Many businesses offer employees various perks as a way to keep talent for the long run. Whether it's in the form of health insurance, generous vacation policies, or year-end bonuses, these are fringe benefits businesses use to lure the best and brightest away from competitors and help retain their current employees.

But some companies are getting creative by offering their employees cash bonuses for the explicit purpose of repaying student loans.

$$$.

Natixis Global Asset Management is the latest company to offer this, giving employees $10,000 to repay student loans.

And here's how it'll work: Starting January 1, 2016, employees who have been with the company for five or more years will be eligible to receive a $5,000 lump-sum payment to go toward paying off government-backed student loans.
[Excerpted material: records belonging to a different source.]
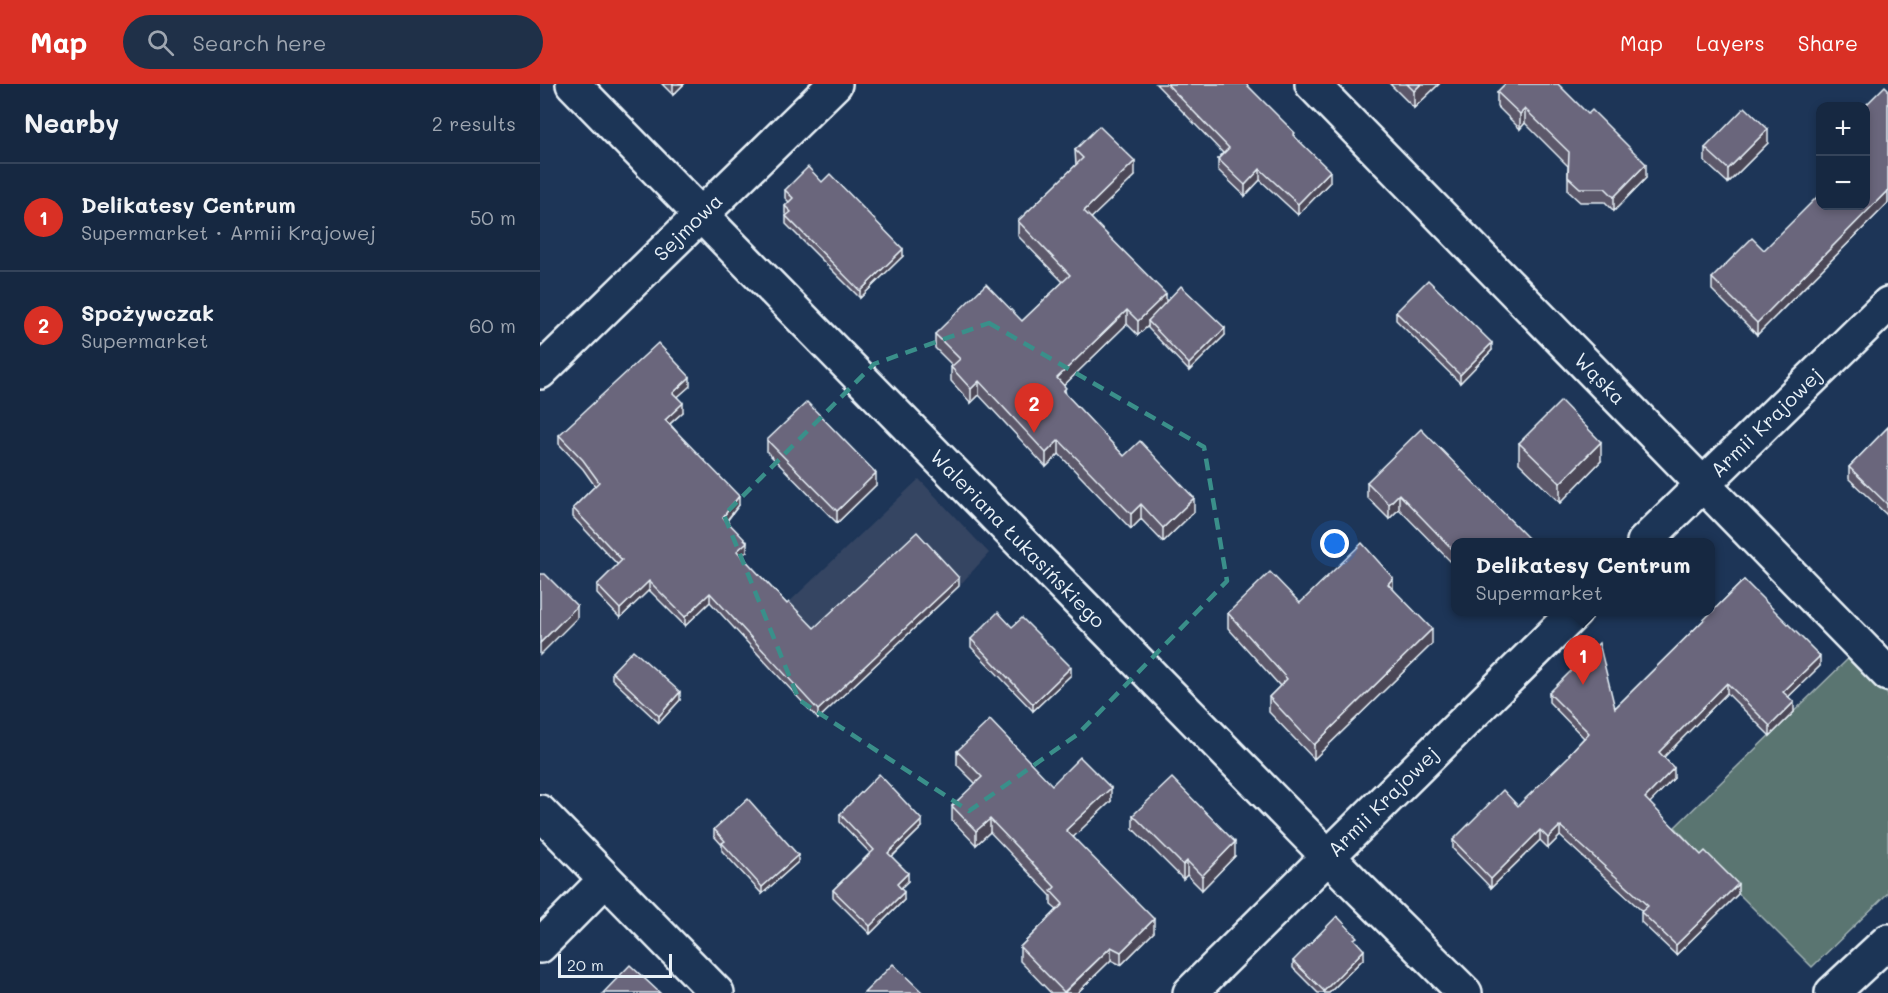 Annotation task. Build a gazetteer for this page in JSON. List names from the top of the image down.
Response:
{
  "streets": {
    "street": [
      "Sejmowa",
      "Wąska",
      "Armii Krajowej",
      "Waleriana Łukasińskiego"
    ]
  },
  "crossings": [
    ["Sejmowa", "Waleriana Łukasińskiego"],
    ["Wąska", "Armii Krajowej"],
    ["Armii Krajowej", "Waleriana Łukasińskiego"]
  ],
  "scale_bar": "20 m",
  "page": {
    "header": "Map",
    "search": "Search here",
    "nav": ["Map", "Layers", "Share"],
    "heading": ["Nearby", "2 results"],
    "map_buttons": ["+", "−"],
    "list": [
      {
        "mark": "1",
        "name": "Delikatesy Centrum",
        "note": "Supermarket · Armii Krajowej",
        "value": "50 m"
      },
      {
        "mark": "2",
        "name": "Spożywczak",
        "note": "Supermarket",
        "value": "60 m"
      }
    ],
    "pins": ["2", "1"],
    "popup": ["Delikatesy Centrum", "Supermarket"],
    "scale": "20 m"
  }
} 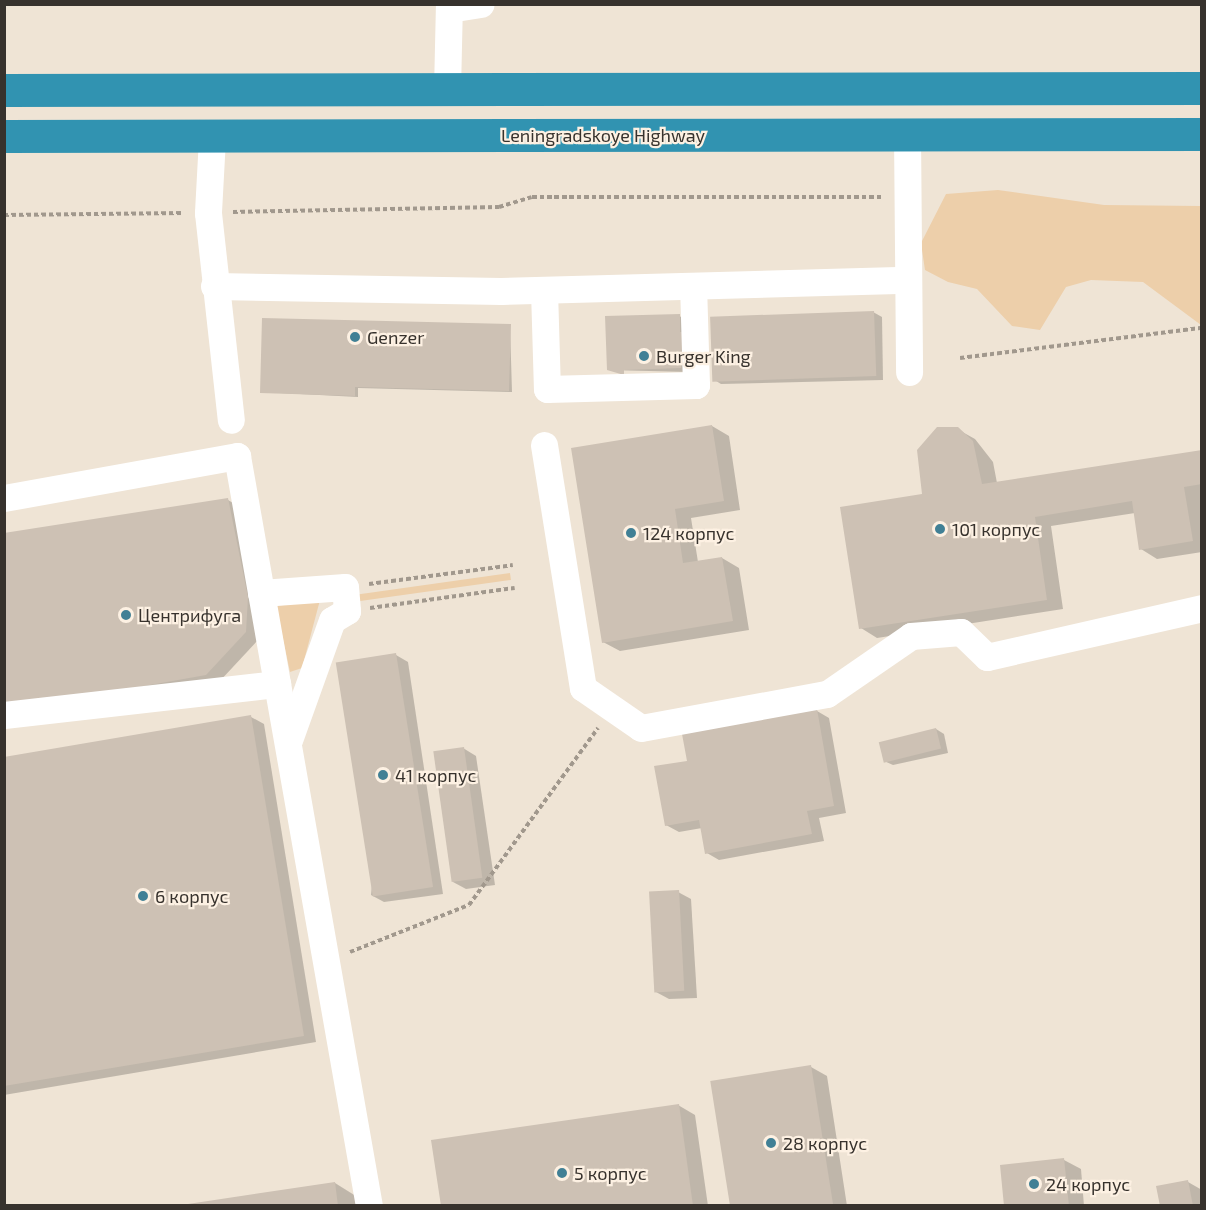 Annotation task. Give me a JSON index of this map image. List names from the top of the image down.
{
  "streets": {
    "highway": ["Leningradskoye Highway"]
  },
  "places": [
    "Genzer",
    "Burger King",
    "101 корпус",
    "124 корпус",
    "Центрифуга",
    "41 корпус",
    "6 корпус",
    "28 корпус",
    "5 корпус",
    "24 корпус"
  ]
} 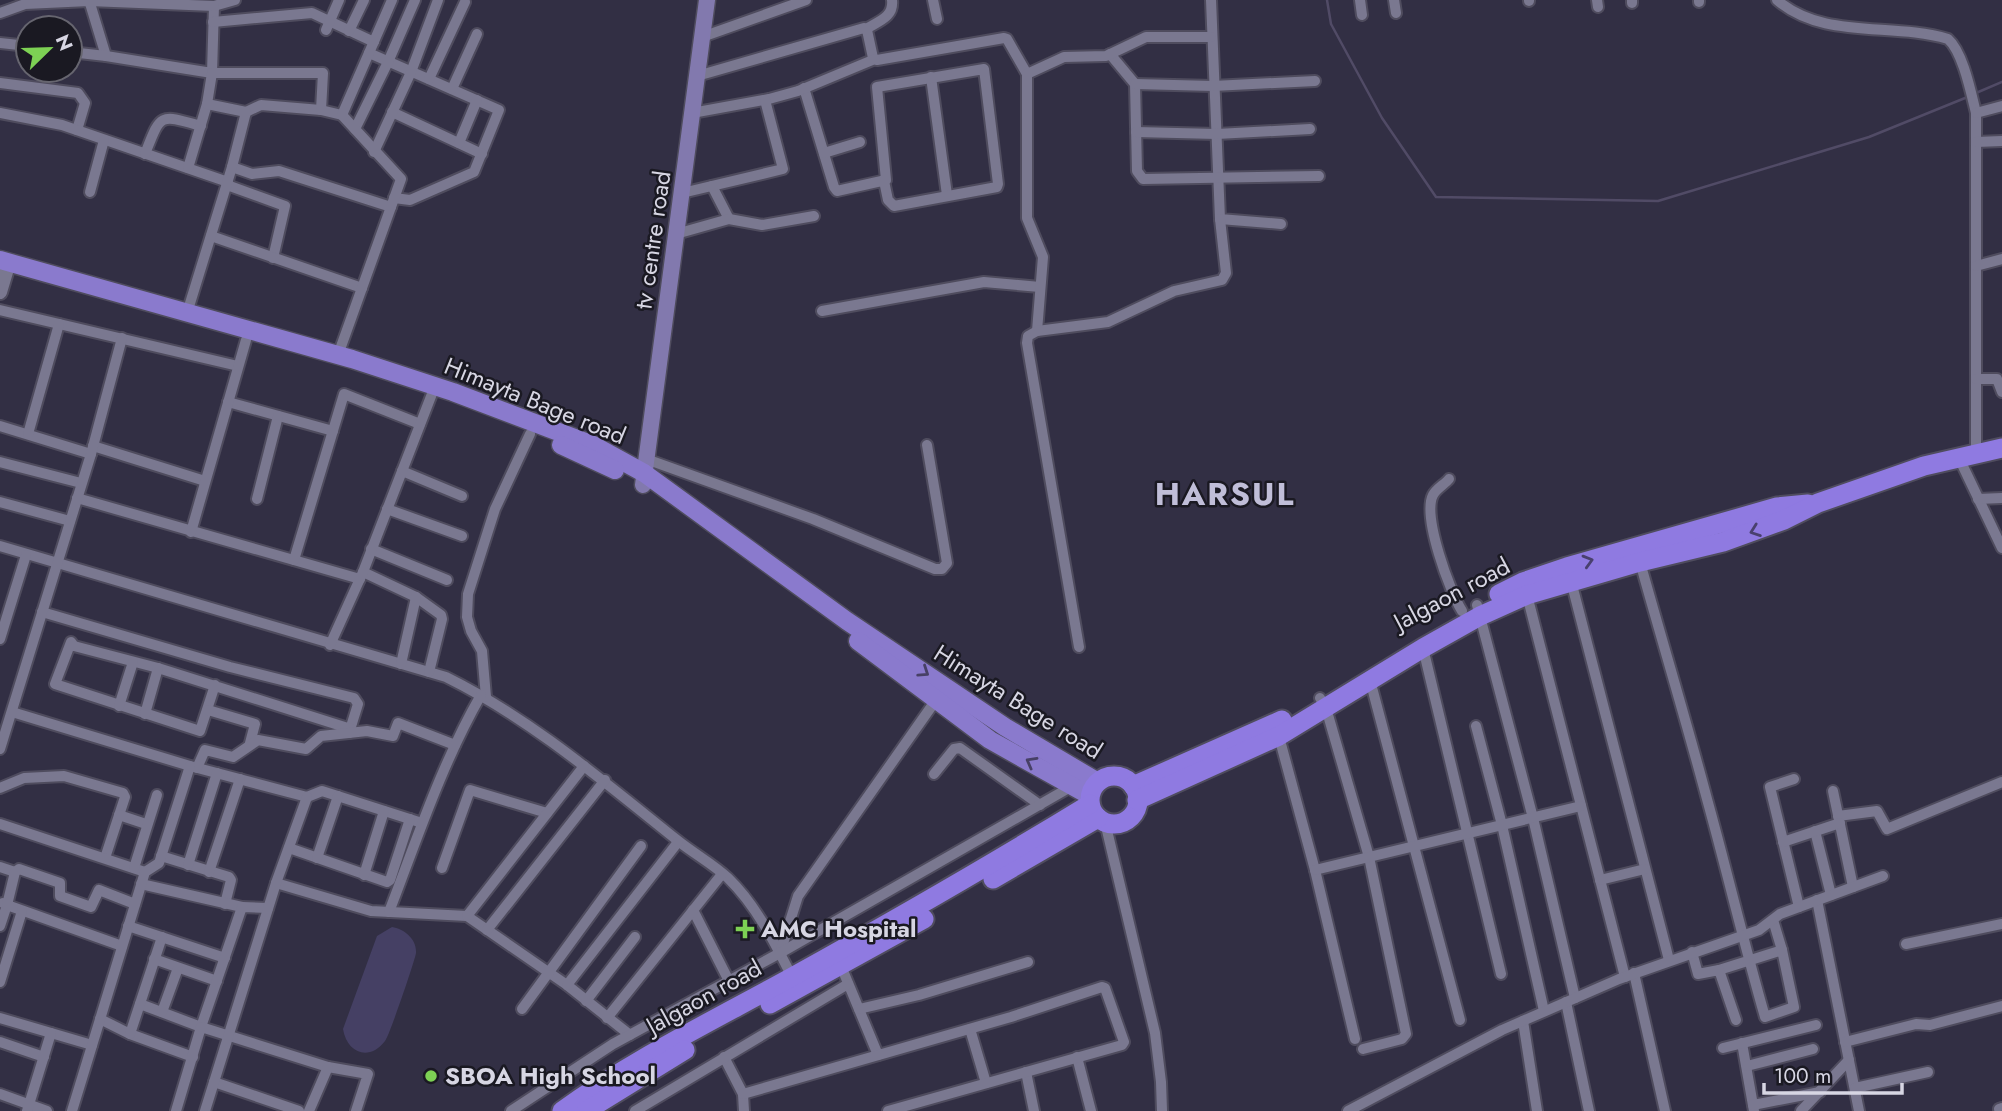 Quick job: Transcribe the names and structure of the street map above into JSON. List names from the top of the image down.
{
  "streets": {
    "highway": ["Jalgaon road"],
    "main road": ["tv centre road", "Himayta Bage road"]
  },
  "crossings": [
    ["tv centre road", "Himayta Bage road"],
    ["Himayta Bage road", "Jalgaon road"]
  ],
  "districts": ["HARSUL"],
  "places": {
    "health": ["AMC Hospital"],
    "other": ["SBOA High School"]
  },
  "scale_bar": "100 m",
  "north": "top right"
}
They'll then get $1,000 per year for the next five years for that same purpose.
Their plan follows the same basic framework as that of PricewaterhouseCoopers, a company that announced back in September that they will begin offering employees $1,200 per year for six years toward paying down student loans.

According to Natixis, the decision was made simply because they wanted to "put their money where their mouth is."

As an asset management company, Natixis emphasizes the importance of saving for retirement at an early age. Unfortunately, when there are loans to be paid, that's not so easy.

"We decided it was time we put our money where our mouth is, and make sure our own people are on sound financial footing," Tracey Flaherty, the senior vice president of retirement strategies at Natixis, told CNN.

It's hard to start saving for retirement when you don't have money to save. GIF from "Bridesmaids."

Way to go, companies that acknowledge the burden of student loans! Now here's hoping Congress can find a long-term fix.

The skyrocketing cost of education (and the loans that result) needs to be addressed. When a college degree becomes a near requirement to survive in the workforce, the cost of college is extra burdensome.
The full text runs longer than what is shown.